Cross-border mobility, transnationality and ethnicity as resources: european Somalis’ post-migration mobility practices
Date de parution
Journal of Ethnic and Migration Studies, Taylor & Francis, 2016/42/9/1455-1472
Based on a qualitative study, this article explores post-migration mobility practices developed by Somali women and men who have settled in Europe. It focuses on the ‘politics of mobility’, considering cross-border mobility an unequally distributed resource through which people access different forms of capital, and thus an element of social differentiation. The article reveals that respondents invest resources in places other than those where they acquired them, benefiting from a favourable symbolic exchange rate between the different places.

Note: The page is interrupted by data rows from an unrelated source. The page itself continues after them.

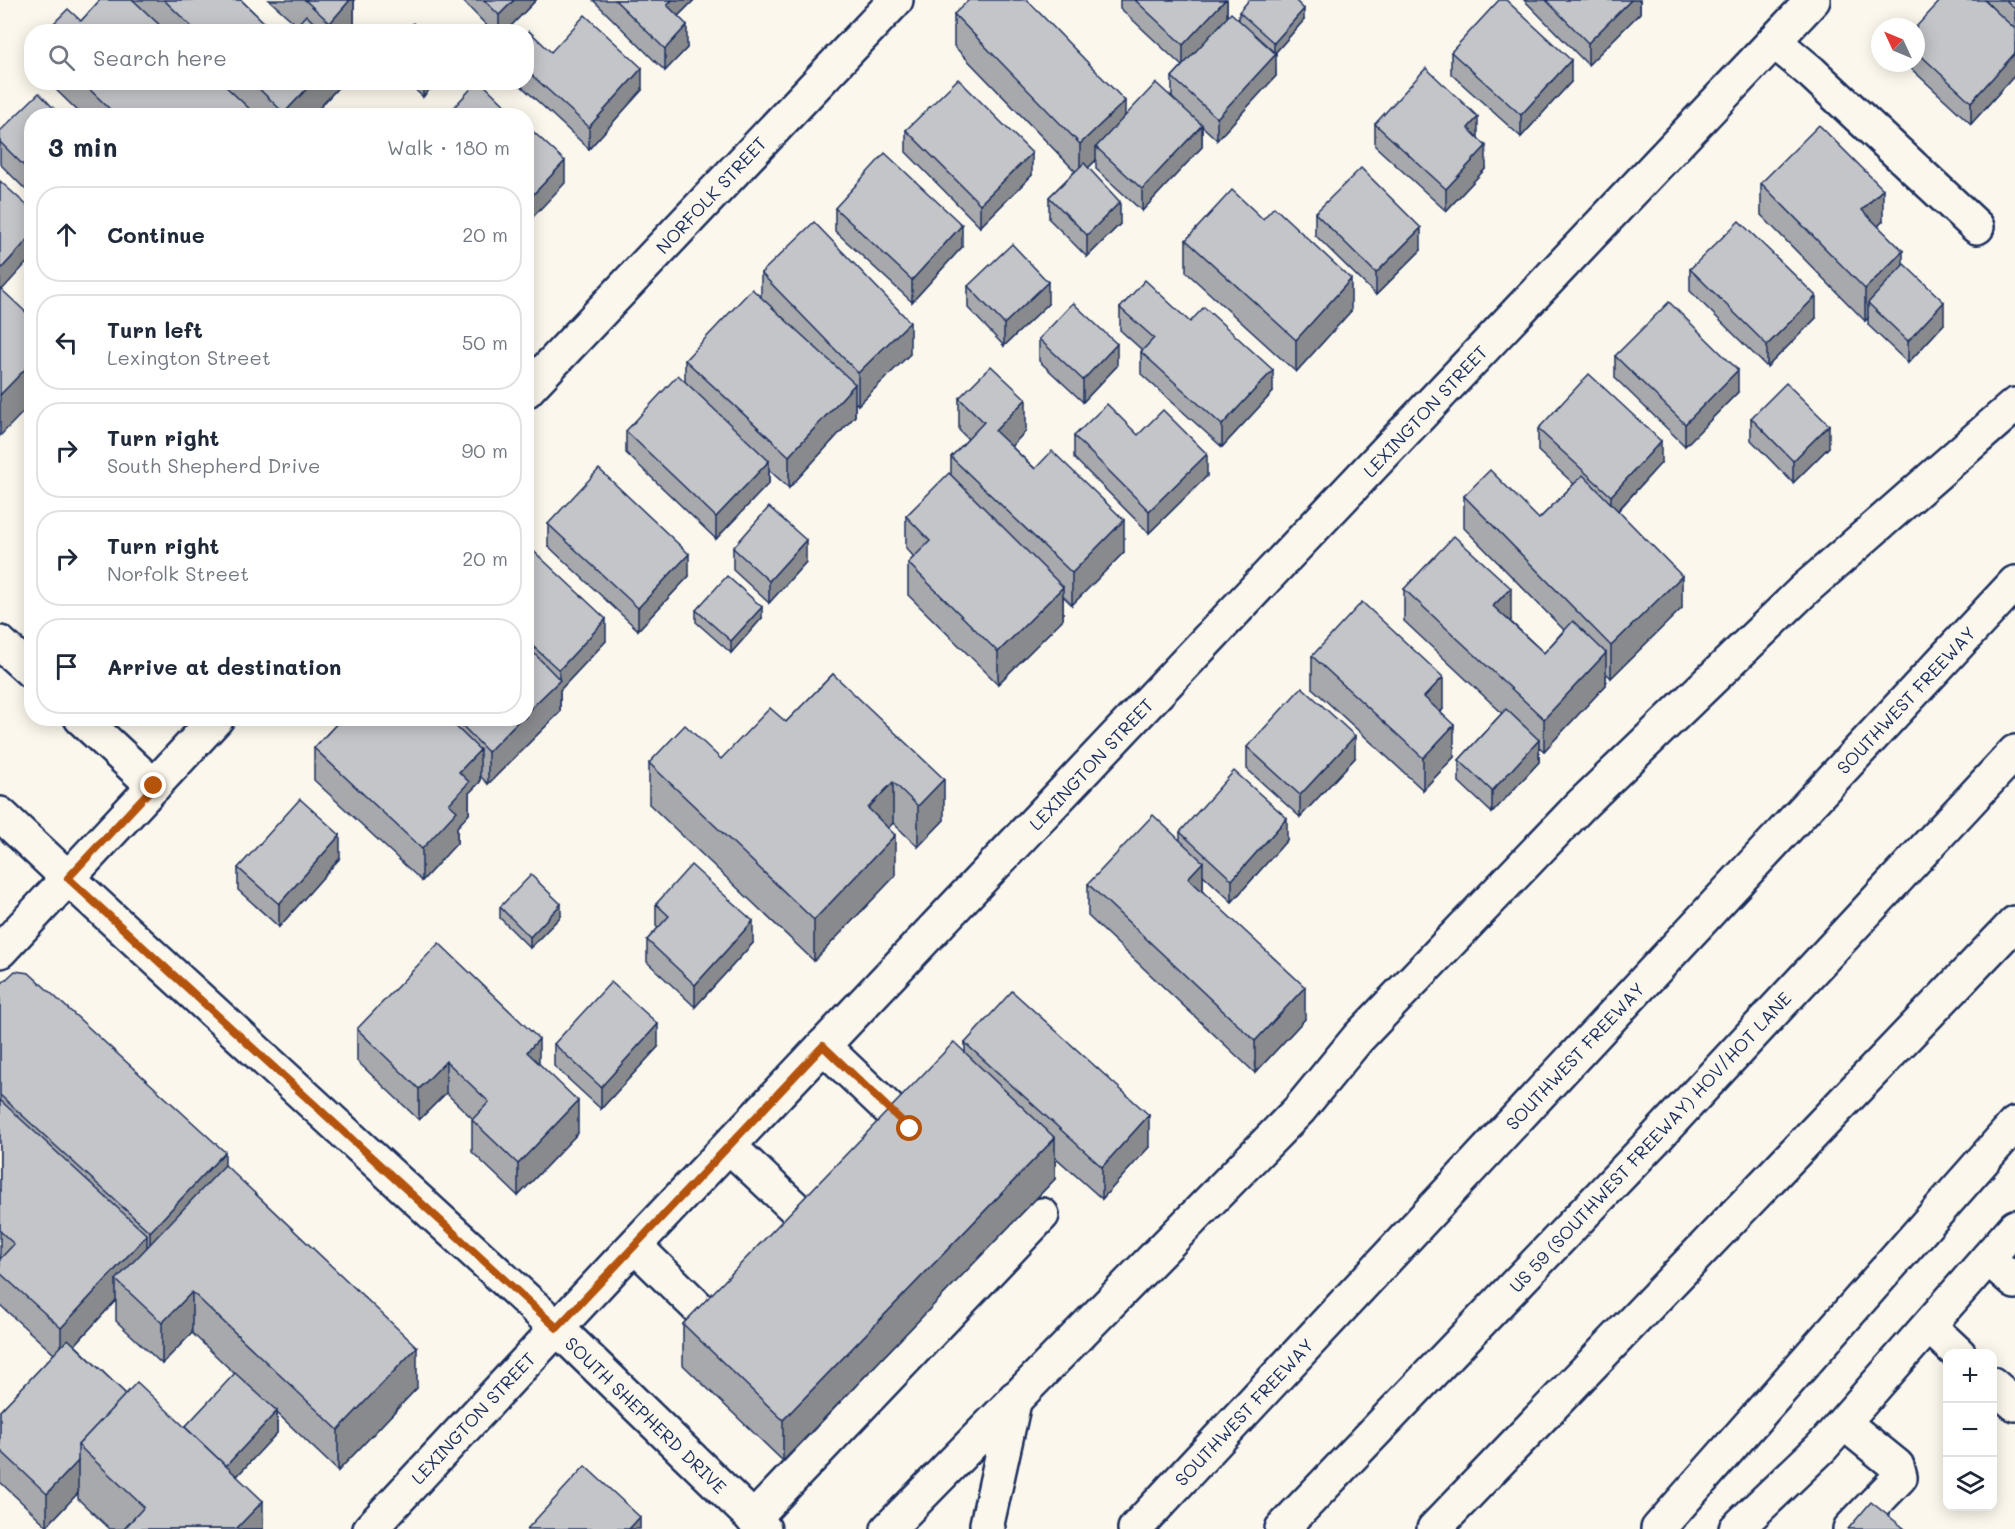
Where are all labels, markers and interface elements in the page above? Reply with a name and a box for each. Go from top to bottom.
north arrow [1871,18,1925,72]
search box [24,24,534,90]
icon: search [45,41,78,74]
text: Search here [93,43,227,72]
text: 3 min [48,130,117,164]
street label: NORFOLK STREET [650,131,772,259]
text: Walk · 180 m [387,134,510,160]
icon: ahead [50,218,83,251]
text: Continue [107,220,205,249]
text: 20 m [462,221,508,247]
text: Turn left [107,315,203,344]
icon: left [50,326,83,359]
text: 50 m [462,329,508,355]
street label: LEXINGTON STREET [1358,340,1492,482]
text: Lexington Street [107,344,271,370]
text: Turn right [107,423,219,452]
icon: right [50,434,83,467]
text: 90 m [462,437,508,463]
text: South Shepherd Drive [107,452,320,478]
text: Turn right [107,531,219,560]
icon: right [50,542,83,575]
text: 20 m [462,545,508,571]
text: Norfolk Street [107,560,249,586]
street label: SOUTHWEST FREEWAY [1831,621,1981,779]
icon: arrive [50,650,83,683]
text: Arrive at destination [107,652,342,681]
street label: LEXINGTON STREET [1024,693,1158,835]
route end [140,772,166,798]
street label: SOUTHWEST FREEWAY [1500,977,1650,1135]
street label: US 59 (SOUTHWEST FREEWAY) HOV/HOT LANE [1504,986,1796,1298]
route start [896,1115,922,1141]
street label: SOUTH SHEPHERD DRIVE [560,1331,732,1499]
street label: SOUTHWEST FREEWAY [1169,1333,1319,1491]
street label: LEXINGTON STREET [406,1347,540,1489]
map controls [1943,1349,1997,1511]
button: + [1943,1349,1997,1403]
button: − [1943,1403,1997,1457]
button: layers [1943,1457,1997,1511]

Furthermore, while a significant part of the economic, social and cultural capital of these migrants is acquired within ethnically diversified contexts, it is mostly reinvested in networks and places where their Somali ethnicity becomes an asset—either in ethnically homogeneous networks or in activities that address Somali people's needs. Cross-border mobility, transnationality and ethnicity become core resources that enable these migrants to mobilise their capital where it can be valued most highly and to access advantageous social positions, thus fostering upward social mobility. The article argues that these strategies are less the result of an identity-based ethnic preference than a compensatory mechanism implemented by people who have few prospects of having their assets valued within the wider networks in their country of residence.